EXERCISE PROMPT
Up to and including the line that contains "position:absolute; right:12px; top:12px;", reproduce every line exactly, beginning with the first line below.

DATA EXCERPTS
Segment Open

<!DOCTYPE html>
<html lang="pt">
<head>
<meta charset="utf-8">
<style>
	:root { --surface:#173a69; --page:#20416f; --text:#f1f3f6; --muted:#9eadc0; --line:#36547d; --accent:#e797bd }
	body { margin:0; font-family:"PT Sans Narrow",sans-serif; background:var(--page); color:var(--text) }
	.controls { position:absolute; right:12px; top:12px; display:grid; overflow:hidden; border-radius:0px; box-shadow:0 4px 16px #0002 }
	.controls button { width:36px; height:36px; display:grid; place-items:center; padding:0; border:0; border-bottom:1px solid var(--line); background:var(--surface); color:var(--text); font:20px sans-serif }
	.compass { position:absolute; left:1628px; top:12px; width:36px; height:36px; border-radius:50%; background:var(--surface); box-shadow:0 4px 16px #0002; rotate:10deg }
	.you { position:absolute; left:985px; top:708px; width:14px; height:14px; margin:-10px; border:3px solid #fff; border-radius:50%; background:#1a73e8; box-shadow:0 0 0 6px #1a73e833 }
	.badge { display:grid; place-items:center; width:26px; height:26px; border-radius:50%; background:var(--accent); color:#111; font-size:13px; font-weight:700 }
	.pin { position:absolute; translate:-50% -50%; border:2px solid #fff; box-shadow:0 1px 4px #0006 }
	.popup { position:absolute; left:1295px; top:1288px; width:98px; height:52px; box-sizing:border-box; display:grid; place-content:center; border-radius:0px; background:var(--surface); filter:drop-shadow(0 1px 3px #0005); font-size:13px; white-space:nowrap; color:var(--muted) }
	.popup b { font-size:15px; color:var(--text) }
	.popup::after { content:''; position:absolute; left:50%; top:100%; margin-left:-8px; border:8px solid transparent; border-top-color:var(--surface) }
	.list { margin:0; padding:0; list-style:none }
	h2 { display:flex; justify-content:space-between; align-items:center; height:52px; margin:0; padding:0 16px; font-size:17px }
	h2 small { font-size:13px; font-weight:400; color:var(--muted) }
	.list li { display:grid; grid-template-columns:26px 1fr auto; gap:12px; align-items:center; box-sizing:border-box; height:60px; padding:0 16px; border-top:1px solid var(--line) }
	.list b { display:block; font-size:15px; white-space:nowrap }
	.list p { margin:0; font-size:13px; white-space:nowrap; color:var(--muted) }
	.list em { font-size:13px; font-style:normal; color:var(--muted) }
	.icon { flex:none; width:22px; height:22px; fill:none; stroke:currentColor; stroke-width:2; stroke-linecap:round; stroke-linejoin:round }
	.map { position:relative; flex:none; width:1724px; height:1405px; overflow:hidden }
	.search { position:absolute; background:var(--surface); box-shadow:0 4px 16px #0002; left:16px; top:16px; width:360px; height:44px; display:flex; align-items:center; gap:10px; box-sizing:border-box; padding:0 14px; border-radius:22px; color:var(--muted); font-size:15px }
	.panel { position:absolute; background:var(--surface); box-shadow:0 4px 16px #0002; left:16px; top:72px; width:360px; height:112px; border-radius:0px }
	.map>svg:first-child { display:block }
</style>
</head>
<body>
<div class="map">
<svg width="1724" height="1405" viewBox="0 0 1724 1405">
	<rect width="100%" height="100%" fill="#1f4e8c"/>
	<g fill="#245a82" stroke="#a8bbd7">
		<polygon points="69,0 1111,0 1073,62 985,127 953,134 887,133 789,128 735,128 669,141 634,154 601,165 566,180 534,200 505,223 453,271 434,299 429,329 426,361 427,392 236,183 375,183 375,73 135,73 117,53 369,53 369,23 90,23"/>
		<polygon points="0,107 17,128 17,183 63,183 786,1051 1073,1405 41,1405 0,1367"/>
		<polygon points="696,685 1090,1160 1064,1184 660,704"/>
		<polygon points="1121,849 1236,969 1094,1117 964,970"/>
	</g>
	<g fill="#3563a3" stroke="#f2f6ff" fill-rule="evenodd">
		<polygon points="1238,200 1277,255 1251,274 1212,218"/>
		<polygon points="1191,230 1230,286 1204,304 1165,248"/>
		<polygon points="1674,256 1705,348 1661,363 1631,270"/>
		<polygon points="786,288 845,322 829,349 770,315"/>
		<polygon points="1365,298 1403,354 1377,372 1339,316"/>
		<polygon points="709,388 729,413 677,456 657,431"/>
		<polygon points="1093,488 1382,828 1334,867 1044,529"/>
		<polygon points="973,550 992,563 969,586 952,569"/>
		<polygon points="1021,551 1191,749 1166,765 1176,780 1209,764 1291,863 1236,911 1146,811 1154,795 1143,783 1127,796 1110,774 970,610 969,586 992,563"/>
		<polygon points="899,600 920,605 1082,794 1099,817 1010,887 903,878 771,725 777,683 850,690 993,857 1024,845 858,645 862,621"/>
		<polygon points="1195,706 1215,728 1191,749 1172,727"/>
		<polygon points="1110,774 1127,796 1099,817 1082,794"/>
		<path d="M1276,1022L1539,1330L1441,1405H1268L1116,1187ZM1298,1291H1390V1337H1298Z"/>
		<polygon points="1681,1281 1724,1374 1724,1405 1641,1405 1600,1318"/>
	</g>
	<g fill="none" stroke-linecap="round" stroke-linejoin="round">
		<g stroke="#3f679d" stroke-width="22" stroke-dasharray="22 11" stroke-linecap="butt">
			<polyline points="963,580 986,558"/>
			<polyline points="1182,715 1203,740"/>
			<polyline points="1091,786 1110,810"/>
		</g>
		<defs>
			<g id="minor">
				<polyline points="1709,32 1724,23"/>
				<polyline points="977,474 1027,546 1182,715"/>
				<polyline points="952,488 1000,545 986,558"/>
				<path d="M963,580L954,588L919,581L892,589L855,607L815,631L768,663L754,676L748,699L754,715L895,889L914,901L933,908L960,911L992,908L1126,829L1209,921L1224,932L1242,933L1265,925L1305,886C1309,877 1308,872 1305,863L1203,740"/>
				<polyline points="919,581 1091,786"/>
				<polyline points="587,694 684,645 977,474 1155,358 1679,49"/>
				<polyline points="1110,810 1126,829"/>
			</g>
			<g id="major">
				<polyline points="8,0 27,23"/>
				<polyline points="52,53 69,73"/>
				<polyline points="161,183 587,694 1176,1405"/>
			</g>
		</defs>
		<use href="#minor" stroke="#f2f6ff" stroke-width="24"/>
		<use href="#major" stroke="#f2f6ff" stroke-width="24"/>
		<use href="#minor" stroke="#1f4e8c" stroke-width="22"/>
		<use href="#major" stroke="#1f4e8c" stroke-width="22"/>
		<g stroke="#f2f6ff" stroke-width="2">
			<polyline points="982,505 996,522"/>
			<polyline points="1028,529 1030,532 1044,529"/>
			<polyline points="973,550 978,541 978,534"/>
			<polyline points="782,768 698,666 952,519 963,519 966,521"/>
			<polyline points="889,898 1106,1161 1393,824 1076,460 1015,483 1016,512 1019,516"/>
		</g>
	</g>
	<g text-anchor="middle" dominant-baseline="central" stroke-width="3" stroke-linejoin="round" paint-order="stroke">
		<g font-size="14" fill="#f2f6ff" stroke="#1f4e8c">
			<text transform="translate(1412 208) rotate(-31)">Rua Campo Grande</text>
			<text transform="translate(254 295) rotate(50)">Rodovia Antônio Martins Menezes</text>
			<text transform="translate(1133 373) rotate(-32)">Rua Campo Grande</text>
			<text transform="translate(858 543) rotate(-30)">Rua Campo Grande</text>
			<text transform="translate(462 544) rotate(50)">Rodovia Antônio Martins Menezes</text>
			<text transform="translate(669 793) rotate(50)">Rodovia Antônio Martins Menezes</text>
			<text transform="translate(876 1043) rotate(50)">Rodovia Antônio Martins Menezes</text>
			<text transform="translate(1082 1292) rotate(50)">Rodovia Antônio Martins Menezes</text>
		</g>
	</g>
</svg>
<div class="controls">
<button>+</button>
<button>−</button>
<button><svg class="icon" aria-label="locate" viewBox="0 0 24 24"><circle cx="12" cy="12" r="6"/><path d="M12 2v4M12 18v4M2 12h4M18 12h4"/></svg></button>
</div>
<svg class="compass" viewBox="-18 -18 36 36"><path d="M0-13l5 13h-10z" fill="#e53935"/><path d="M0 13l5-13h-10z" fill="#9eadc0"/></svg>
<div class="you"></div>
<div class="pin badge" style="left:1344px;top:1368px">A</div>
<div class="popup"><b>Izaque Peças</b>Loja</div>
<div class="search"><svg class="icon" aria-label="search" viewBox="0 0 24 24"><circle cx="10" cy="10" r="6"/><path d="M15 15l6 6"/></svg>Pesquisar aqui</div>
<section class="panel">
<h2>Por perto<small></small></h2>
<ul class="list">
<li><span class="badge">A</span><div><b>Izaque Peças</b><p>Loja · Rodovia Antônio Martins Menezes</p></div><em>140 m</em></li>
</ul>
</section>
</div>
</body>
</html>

Segment Closed

ANSWER BOX
<!DOCTYPE html>
<html lang="pt">
<head>
<meta charset="utf-8">
<style>
	:root { --surface:#173a69; --page:#20416f; --text:#f1f3f6; --muted:#9eadc0; --line:#36547d; --accent:#e797bd }
	body { margin:0; font-family:"PT Sans Narrow",sans-serif; background:var(--page); color:var(--text) }
	.controls { position:absolute; right:12px; top:12px; display:grid; overflow:hidden; border-radius:0px; box-shadow:0 4px 16px #0002 }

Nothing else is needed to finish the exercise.